* _TASK BRIEF_
Count lines holding the string "tiles" in the data that follows. Reply with one number only.
»»
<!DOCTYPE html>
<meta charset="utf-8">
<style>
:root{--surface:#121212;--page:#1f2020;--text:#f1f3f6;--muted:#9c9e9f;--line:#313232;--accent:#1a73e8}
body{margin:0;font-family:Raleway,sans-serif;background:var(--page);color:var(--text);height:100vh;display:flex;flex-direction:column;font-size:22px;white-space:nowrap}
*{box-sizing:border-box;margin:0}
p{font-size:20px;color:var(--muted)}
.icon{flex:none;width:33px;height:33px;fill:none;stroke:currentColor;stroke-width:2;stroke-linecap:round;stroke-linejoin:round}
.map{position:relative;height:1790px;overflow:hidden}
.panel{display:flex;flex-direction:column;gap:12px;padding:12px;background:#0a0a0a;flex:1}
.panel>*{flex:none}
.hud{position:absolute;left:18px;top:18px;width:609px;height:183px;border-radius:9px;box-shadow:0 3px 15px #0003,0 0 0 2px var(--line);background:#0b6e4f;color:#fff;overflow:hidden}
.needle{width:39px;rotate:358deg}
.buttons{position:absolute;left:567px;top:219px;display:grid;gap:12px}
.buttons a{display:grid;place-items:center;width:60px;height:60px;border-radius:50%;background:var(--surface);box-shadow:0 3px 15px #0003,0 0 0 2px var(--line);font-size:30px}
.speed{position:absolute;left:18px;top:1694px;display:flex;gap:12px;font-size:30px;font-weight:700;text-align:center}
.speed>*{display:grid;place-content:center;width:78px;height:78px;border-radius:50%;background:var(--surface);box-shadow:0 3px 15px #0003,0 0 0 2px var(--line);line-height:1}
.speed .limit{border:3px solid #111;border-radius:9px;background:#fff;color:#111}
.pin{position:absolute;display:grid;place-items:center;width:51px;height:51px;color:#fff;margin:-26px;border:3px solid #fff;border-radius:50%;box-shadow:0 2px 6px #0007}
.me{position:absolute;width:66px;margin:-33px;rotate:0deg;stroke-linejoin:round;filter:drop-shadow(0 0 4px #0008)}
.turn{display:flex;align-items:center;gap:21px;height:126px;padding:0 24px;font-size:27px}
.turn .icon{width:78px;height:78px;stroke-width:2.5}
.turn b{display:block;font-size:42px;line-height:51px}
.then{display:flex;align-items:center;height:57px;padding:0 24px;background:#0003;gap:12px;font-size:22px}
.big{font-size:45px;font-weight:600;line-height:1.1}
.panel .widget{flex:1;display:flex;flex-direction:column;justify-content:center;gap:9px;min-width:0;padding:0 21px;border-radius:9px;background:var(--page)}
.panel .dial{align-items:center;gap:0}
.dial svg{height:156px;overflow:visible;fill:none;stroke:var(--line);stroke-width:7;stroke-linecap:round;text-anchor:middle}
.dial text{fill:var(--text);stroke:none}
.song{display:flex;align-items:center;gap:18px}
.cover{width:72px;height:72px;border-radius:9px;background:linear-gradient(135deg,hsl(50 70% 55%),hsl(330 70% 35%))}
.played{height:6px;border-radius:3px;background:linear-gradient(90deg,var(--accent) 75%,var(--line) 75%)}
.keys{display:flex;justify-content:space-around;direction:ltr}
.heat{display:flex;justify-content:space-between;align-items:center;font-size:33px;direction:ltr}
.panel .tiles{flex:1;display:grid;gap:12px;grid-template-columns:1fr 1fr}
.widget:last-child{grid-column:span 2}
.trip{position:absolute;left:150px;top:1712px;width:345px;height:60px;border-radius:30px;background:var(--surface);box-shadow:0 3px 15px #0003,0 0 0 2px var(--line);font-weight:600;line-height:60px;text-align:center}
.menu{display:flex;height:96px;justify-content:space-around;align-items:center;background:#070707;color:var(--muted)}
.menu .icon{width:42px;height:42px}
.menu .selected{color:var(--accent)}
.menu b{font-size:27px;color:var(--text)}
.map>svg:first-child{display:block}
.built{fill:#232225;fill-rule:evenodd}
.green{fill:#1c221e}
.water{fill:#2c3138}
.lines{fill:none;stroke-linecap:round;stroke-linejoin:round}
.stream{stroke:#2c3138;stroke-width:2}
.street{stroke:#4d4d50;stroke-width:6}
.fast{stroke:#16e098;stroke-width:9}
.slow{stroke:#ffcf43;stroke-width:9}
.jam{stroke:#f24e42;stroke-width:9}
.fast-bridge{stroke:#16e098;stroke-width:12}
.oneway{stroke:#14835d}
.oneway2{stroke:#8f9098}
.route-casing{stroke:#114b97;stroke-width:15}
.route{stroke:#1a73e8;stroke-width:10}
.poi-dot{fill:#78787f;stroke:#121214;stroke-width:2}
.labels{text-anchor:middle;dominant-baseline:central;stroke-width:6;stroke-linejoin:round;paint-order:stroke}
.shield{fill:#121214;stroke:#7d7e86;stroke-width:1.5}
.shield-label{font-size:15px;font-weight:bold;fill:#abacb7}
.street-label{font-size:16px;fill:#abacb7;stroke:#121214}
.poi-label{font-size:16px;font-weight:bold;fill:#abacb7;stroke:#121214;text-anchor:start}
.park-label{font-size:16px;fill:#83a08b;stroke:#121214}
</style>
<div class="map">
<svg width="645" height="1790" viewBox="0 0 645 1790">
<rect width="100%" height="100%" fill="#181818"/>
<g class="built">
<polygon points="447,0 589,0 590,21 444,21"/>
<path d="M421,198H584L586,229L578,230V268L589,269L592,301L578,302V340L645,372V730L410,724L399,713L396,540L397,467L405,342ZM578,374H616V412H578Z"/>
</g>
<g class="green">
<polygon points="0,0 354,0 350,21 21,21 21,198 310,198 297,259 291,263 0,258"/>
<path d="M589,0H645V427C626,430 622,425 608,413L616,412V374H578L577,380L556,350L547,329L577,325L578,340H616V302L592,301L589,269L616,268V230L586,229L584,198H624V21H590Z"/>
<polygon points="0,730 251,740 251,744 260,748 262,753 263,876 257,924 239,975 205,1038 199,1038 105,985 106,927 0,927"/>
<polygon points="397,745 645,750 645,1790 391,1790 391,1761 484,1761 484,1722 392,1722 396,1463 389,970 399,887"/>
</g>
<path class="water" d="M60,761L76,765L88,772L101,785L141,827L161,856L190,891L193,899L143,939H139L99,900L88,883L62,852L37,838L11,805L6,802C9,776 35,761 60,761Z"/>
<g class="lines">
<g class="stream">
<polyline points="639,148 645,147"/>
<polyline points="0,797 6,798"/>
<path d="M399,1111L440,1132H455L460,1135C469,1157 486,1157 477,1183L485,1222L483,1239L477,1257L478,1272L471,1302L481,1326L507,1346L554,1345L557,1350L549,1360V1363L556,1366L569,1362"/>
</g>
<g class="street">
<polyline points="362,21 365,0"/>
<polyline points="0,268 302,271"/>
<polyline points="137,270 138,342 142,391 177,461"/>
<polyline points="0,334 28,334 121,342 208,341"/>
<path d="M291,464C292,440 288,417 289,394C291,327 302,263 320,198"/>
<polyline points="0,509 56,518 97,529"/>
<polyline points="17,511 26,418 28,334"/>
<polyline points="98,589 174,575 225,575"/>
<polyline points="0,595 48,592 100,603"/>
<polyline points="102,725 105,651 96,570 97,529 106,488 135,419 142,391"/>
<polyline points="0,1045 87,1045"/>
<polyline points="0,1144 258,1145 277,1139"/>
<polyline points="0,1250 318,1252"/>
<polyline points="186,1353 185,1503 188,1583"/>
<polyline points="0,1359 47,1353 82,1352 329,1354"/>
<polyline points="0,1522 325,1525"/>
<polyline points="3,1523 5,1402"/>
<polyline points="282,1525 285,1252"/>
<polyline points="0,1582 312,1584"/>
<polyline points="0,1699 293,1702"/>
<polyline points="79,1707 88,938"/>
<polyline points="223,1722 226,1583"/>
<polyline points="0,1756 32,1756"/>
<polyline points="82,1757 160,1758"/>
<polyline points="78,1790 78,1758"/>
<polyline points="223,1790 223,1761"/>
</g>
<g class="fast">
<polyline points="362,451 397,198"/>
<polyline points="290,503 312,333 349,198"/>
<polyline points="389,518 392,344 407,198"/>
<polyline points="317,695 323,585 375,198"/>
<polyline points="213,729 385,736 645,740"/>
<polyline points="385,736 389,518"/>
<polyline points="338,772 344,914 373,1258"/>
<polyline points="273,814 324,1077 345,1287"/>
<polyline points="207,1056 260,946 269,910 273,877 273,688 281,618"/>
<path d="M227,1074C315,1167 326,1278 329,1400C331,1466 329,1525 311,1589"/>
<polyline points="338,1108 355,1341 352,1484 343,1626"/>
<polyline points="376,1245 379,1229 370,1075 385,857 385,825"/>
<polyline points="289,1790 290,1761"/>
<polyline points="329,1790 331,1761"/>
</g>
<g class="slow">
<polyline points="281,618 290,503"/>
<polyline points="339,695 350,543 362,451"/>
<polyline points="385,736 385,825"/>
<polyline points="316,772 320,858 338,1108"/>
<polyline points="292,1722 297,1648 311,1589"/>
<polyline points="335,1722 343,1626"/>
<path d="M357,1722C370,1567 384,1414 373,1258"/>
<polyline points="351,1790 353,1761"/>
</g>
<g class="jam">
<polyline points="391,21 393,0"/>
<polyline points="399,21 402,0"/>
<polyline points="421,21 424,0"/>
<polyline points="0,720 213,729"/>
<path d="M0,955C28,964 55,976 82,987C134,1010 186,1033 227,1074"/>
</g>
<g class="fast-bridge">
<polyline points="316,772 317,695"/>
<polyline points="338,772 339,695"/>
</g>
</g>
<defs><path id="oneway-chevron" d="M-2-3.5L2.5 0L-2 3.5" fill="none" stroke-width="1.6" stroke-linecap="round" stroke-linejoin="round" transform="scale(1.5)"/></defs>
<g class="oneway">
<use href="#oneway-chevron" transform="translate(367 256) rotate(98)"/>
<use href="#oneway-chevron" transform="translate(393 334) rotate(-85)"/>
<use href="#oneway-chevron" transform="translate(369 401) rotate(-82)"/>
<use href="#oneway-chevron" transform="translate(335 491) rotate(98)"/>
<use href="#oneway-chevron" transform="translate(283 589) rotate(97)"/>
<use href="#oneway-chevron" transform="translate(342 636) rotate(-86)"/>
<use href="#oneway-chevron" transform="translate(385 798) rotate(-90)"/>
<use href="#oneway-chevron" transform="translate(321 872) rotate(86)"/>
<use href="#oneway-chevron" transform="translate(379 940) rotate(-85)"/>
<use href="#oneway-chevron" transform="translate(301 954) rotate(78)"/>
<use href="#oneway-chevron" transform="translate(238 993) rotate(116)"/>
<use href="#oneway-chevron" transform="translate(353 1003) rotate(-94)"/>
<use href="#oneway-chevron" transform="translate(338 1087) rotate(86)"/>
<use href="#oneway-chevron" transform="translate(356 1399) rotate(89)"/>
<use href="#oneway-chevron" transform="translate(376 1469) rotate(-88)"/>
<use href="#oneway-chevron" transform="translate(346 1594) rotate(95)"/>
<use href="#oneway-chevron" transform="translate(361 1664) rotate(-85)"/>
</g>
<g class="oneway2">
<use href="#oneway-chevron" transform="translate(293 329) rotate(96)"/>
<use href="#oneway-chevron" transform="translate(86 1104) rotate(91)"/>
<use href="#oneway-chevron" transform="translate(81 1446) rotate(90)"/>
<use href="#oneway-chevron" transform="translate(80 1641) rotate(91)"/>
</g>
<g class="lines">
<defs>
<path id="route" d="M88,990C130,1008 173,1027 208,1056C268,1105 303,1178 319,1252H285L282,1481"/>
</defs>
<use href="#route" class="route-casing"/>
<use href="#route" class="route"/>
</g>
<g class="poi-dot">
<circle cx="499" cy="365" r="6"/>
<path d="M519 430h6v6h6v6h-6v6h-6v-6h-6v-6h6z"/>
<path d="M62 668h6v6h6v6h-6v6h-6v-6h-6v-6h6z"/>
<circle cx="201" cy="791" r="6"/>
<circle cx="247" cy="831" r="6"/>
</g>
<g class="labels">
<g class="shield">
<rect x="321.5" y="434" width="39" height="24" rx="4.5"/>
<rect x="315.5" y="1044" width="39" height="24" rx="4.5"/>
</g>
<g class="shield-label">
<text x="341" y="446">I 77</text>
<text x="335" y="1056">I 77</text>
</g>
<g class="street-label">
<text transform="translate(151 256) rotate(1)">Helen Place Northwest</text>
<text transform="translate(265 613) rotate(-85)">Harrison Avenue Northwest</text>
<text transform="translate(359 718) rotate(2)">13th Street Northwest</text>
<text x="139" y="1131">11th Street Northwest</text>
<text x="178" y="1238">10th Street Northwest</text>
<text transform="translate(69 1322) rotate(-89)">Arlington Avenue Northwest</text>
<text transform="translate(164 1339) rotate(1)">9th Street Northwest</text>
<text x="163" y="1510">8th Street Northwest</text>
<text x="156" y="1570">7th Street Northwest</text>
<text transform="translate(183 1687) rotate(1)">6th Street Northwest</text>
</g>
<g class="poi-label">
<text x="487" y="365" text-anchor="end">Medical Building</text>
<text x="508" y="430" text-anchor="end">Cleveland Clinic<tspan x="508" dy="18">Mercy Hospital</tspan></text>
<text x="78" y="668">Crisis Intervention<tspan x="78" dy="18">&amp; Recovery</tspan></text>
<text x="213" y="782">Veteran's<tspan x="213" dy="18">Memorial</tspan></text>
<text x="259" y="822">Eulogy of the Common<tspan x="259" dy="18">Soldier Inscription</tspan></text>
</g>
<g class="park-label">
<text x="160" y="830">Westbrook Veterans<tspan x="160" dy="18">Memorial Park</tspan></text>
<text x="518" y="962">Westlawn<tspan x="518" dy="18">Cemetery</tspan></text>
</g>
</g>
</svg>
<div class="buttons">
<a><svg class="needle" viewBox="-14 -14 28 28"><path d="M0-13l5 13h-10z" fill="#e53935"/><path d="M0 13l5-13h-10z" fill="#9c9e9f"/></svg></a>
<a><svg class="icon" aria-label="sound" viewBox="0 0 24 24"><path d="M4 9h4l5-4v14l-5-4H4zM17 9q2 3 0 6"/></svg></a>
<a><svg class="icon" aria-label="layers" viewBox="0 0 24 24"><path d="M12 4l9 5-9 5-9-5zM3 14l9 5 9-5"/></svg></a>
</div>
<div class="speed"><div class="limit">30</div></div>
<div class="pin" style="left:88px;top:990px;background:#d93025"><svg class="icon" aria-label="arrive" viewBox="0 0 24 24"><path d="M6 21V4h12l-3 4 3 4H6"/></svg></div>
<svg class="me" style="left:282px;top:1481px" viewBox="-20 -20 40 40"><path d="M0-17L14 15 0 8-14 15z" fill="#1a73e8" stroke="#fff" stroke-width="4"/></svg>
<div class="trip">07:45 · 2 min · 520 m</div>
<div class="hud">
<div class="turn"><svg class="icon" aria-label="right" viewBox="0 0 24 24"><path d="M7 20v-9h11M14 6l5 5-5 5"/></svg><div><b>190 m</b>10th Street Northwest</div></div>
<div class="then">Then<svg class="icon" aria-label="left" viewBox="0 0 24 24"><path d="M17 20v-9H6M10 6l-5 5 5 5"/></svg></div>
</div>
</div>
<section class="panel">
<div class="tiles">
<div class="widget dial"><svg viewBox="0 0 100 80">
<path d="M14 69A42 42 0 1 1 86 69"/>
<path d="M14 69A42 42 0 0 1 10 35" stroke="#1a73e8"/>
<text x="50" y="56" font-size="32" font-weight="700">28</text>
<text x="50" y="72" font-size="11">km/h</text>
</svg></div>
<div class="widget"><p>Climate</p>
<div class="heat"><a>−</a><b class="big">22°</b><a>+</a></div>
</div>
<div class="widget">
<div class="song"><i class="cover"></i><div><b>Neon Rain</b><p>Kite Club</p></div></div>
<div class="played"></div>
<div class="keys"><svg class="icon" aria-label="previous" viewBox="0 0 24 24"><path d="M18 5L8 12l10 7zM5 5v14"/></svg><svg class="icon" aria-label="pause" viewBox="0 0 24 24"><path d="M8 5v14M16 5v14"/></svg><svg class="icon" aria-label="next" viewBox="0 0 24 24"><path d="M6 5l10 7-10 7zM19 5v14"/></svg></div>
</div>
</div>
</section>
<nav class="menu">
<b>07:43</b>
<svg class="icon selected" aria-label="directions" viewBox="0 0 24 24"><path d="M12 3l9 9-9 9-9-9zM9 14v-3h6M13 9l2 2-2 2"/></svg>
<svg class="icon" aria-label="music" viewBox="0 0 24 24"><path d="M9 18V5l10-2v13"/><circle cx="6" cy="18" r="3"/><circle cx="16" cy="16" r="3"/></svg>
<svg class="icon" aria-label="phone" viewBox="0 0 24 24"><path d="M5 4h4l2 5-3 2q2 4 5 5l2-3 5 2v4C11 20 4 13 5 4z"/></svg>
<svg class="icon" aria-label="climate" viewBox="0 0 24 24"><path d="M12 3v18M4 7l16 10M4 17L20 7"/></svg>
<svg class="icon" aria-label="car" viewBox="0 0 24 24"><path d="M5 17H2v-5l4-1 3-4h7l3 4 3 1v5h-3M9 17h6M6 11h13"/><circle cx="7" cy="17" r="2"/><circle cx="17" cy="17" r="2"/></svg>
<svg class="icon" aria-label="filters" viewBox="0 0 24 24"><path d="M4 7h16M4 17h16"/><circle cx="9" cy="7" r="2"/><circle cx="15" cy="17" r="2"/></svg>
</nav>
««
* _TASK SOLUTION_
2